Image source: Canva.com
- Using the RULER Method Within Higher Ed: A systemic approach to achieving SEL in Higher Education.
- Developed by the Yale Center for Emotional Intelligence (YCEI), the RULER method is a systemic approach to inform educators on how to bolster emotional intelligence within the classroom. This method equips individuals of all ages with SEL skills that champion emotional intelligence to create a more equitable, positive, and inclusive society.
- The Yale Center for Emotional Intelligence dissects the RULER acronym the following way:
- Recognizing emotions in oneself and others.
- Understanding the causes and consequences of emotions.
- Labeling emotions with a nuanced vocabulary.
- Expressing emotions in accordance with cultural norms and social context.
- Regulating emotions with helpful strategies.
- While the RULER approach can be employed in K-12 instruction, it is also applicable to higher education by enabling students and faculty members to become more self-aware of their emotions. Emotions tend to have a large impact on cognitive and noncognitive skills that are critical in the classroom, including, but not limited to: attentiveness, learning and memory, performance outcomes, mental health, and fostering positive relationships. (See: What is RULER?) Thus, the RULER method establishes a framework that informs how faculty and staff make decisions pertaining to students’ social and emotional needs.
- Accordingly, the RULER tools highlighted by YCEI are the following:
- Charter: Builds and sustains positive emotional climates by creating established norms for how people want to feel and how they can help each other to experience those feelings. Some examples include:
- Mood Meter: Enhances self and social awareness and supports the development of a nuanced emotion vocabulary and a range of strategies for regulating emotion. Students select how they feel on the mood meter based on their emotions. A Mood Meter app is also available. Applications to higher education may include:
- Incorporating various activities before, during, and after class that help students self-identify their own emotions, and instructors capture such emotions and subsequently consider which classroom activities to implement.

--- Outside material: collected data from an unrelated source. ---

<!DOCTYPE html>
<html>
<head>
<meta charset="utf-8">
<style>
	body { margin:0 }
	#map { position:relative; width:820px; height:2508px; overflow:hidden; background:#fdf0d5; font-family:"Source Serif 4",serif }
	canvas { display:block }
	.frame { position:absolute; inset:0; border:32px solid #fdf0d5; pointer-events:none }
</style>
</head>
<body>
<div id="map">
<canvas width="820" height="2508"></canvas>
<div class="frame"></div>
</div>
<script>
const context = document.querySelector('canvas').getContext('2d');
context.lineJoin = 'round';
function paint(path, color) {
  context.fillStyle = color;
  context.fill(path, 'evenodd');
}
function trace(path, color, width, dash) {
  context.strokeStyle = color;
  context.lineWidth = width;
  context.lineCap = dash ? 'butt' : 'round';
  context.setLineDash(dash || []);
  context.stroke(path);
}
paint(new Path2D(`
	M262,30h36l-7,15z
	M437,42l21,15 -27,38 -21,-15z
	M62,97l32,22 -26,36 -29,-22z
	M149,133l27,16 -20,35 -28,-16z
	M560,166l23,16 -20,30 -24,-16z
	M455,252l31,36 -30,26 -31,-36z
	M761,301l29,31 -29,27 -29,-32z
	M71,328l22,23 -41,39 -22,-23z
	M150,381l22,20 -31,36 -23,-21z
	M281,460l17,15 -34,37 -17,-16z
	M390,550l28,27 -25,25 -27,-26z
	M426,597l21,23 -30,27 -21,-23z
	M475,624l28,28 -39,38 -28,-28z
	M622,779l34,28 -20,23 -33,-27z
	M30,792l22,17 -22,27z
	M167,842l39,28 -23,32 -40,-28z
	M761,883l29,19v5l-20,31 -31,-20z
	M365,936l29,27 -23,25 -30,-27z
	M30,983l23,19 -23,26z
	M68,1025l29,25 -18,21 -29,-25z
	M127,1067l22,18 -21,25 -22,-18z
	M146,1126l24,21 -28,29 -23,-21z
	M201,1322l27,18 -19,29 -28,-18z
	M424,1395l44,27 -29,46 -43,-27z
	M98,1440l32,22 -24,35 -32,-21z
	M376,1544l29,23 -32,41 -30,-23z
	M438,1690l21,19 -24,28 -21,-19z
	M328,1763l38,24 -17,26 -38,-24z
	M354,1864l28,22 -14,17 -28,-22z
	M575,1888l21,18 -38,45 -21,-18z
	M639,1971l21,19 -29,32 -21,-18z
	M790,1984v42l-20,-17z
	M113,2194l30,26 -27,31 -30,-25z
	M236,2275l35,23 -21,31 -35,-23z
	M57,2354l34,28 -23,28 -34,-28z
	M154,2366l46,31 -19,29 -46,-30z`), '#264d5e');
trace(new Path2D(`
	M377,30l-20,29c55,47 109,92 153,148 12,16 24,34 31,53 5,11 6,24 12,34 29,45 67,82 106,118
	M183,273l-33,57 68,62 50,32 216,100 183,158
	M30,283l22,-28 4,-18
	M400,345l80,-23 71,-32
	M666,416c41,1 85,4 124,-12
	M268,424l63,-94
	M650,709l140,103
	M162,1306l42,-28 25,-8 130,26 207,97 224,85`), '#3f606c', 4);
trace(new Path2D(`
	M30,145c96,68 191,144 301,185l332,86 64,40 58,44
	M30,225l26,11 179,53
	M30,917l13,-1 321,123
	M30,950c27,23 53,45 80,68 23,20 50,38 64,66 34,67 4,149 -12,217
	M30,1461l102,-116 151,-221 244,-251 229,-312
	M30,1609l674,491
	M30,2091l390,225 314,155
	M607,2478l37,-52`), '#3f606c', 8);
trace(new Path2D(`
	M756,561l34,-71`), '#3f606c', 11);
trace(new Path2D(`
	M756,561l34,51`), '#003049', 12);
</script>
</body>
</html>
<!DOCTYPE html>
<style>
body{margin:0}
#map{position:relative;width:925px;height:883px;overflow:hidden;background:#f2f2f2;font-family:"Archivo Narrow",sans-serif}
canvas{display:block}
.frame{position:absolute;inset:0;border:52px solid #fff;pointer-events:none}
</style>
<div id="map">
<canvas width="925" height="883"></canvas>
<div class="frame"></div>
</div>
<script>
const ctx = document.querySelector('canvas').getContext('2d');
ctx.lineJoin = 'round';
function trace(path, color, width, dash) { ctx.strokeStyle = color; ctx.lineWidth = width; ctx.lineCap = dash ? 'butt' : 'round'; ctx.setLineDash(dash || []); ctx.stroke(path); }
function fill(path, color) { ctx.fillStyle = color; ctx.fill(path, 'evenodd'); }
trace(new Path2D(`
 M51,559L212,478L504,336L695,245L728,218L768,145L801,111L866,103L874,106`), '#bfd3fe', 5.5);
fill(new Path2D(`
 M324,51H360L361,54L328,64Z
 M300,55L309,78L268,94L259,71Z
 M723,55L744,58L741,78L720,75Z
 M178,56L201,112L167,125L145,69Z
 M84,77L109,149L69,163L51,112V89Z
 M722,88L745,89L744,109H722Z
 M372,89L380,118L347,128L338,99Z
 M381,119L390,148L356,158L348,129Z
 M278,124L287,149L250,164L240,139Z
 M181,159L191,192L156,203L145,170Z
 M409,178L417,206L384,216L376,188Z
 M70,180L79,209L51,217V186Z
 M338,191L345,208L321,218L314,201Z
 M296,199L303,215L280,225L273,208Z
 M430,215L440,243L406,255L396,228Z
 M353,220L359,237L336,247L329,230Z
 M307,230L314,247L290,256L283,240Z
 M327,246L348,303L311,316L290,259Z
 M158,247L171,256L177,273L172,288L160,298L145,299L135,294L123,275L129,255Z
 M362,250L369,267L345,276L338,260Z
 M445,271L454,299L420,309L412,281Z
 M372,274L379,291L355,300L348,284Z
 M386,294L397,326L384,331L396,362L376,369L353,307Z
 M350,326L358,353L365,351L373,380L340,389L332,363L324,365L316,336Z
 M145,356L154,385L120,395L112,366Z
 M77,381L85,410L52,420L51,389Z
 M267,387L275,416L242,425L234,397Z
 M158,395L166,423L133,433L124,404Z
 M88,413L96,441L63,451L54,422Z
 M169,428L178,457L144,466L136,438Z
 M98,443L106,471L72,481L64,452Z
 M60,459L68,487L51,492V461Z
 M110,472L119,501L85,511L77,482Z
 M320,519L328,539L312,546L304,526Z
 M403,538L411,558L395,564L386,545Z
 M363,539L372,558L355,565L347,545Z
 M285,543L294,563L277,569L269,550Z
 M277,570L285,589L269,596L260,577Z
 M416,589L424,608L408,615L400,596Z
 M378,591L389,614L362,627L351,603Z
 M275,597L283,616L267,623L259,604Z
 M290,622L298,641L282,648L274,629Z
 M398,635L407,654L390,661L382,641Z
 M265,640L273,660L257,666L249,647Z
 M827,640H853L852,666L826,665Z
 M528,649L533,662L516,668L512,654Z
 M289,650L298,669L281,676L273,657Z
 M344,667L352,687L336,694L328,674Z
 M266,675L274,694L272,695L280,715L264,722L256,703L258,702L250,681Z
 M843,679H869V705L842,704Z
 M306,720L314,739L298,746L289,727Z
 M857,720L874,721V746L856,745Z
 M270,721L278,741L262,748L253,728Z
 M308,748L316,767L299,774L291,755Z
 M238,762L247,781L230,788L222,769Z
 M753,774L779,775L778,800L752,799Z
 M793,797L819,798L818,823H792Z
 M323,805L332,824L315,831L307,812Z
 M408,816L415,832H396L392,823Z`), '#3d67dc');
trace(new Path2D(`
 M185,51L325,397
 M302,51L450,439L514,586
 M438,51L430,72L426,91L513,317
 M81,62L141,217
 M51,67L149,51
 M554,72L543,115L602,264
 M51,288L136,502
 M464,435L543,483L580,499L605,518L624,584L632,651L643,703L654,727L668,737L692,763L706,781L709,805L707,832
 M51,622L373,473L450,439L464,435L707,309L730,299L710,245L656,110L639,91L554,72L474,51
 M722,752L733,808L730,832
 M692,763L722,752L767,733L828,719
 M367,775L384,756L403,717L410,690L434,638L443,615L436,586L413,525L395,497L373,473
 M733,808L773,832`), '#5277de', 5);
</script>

- “How are you feeling?” questionnaires or one-word responses to read the room before class. This approach provides an outlet for students to let the professor know if something is indeed in their mind. This is also a good icebreaker to assess class morale and teach material while being cognizant of how students feel in your classroom. Instructors may insert the words into a word cloud.
- Example: At the beginning of class an instructor uses a poll to ask all students to submit one word describing how they are feeling at the present moment. The instructor integrates responses into a word cloud through the polling software and shares it with the class. They discover that a lot of their students are feeling overwhelmed, so they dedicate time at the beginning of the class to validate students’ emotions.
- Meta-Moment: Provides a process for responding to emotional situations with strategies that align with one’s best self and that support healthy relationships and personal well-being. These may include incorporating:
- Self-care days/reflections around mid-term and final season where students have a channel to ground themselves and hold space for their thoughts and interpretations of class material and current events. A recommendation is to not assign heavy-load tasks around self-care days.
- Example: While designing a course, the instructor paces the class so that the workload is lighter during midterms and students have opportunities to engage in self-care, study and reflect on their learning. The instructor also integrates mindfulness during class sessions during this time where students may be experiencing more stressors.
- Blueprint: Supports the development of empathy and conflict resolution skills by serving as a guide for reflecting on conflict and restoring affected communities.
- In order to use the Blueprint tool, consider incorporating classroom activities that foster community in the classroom. The SEL Methods area has plenty of resources that aim to alleviate student anxiety and can be intertwined with classroom instruction.